Sending work to a writing contest is an act of courage and risk. We both know from personal experience how scary it can be to send a piece of writing to be judged and ranked. We thank each and every entrant for their courage, their commitment to writing, and their willingness to tackle a painful subject. Whether or not a particular poem won a prize in this year's contest, the act of writing the poem was itself an act of courage and resistance against the destructive force of war.
Contest Judges
Jendi Reiter
Jendi Reiter is vice president of Winning Writers, editor of The Best Free Literary Contests, and oversees the Winning Writers literary contests. Jendi is the author of the short story collection An Incomplete List of My Wishes (Sunshot Press, 2018), the novel Two Natures (Saddle Road Press, 2016), the poetry collections Made Man (Little Red Tree Publishing, 2022), Bullies in Love (Little Red Tree Publishing, 2015), and A Talent for Sadness (Turning Point Books, 2003), and the award-winning poetry chapbooks Swallow (Amsterdam Press, 2009) and Barbie at 50 (Cervena Barva Press, 2010). Awards include a Massachusetts Cultural Council Artists' Grant for Poetry, the 2016 New Letters Prize for Fiction, the 2016 Rainbow Award for Best Gay Contemporary Fiction, the 2015 Wag's Revue Poetry Prize, the 2013 Little Red Tree International Poetry Prize, the 2012 Betsy Colquitt Award for Poetry from Descant magazine, the 2011 James Knudsen Editor's Prize in Fiction from Bayou Magazine, the 2011 OSA Enizagam Award for Fiction, the 2010 Anderbo Poetry Prize, and second prize in the 2010 Iowa Review Awards for Fiction. Jendi's work has appeared in Poetry, The New Criterion, Mudfish, Passages North, Cutthroat, Best American Poetry 1990, and many other publications. See their interviews in RoundPier and Lammergeier.

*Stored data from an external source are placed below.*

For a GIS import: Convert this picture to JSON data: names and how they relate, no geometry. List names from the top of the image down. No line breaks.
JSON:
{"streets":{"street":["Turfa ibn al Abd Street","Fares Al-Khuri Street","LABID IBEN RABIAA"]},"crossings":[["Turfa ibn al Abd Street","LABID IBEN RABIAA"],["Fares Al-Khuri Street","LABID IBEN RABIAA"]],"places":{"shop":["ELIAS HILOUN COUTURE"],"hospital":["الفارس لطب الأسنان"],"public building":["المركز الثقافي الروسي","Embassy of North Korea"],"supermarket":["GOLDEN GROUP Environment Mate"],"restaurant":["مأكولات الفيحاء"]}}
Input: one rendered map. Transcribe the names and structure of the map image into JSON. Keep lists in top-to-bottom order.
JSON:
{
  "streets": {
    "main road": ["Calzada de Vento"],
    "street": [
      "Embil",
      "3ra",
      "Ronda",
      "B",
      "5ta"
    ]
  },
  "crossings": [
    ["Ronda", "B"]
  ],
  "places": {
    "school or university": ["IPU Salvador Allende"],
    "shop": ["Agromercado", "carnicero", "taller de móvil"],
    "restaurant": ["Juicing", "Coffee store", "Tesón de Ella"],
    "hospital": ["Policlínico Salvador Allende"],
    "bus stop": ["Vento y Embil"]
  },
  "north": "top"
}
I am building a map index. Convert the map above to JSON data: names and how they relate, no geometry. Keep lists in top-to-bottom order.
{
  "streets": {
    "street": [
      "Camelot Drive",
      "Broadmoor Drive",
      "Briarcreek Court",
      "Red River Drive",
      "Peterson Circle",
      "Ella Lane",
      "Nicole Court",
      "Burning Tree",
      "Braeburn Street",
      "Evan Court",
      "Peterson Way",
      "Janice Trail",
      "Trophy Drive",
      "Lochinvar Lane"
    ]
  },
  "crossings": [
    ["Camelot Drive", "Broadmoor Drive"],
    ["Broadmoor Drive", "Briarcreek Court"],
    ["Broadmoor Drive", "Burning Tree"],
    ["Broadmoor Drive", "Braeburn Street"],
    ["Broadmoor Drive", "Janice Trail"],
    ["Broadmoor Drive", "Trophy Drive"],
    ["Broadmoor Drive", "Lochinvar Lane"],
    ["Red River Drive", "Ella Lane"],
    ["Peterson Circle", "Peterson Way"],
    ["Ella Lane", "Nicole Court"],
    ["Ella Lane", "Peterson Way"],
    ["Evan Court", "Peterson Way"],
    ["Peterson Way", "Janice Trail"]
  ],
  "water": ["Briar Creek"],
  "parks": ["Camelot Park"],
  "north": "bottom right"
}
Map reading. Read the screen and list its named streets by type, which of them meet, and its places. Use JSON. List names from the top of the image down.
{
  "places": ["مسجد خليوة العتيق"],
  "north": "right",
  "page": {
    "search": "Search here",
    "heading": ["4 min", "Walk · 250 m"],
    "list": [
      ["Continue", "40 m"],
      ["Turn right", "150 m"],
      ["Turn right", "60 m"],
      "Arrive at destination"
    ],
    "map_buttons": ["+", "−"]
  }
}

Photo by Ezra Autumn Wilde
Contest Judges
Ellen LaFleche
Ellen LaFleche is a judge of our North Street Book Prize. She has worked as a journalist and women's health educator in Western Massachusetts. Her manuscript, Workers' Rites, won the Philbrick Poetry Award from the Providence Athenaeum and was published as a chapbook in 2011. Another chapbook, Ovarian, was published in 2011 by the Dallas Poets Community Press, and a third chapbook, Beatrice, about a semi-cloistered nun, was published in 2012 by Tiger's Eye Press. Her poems have been published in Spoon River Poetry Review, Hunger Mountain, New Millennium Writings, The Ledge, Alligator Juniper, Many Mountains Moving, Harpur Palate, Southeast Review, and Naugatuck River Review, among many others. Prose credits include her 2014 Daily Hampshire Gazette article "Taken too soon, at 65: My husband John Clobridge's final days with ALS". She also reviews books for Wordgathering, the online journal of disability poetics. She has won the Ruth Stone Poetry Prize, the New Millennium Poetry Prize (shared with Jim Glenn Thatcher), the DASH Poetry Journal Prize, the Poets on Parnassus Prize for poetry about the medical experience, second prize in The Ledge Poetry Awards, and the Editor's Choice Award for Poetry from Writecorner Press.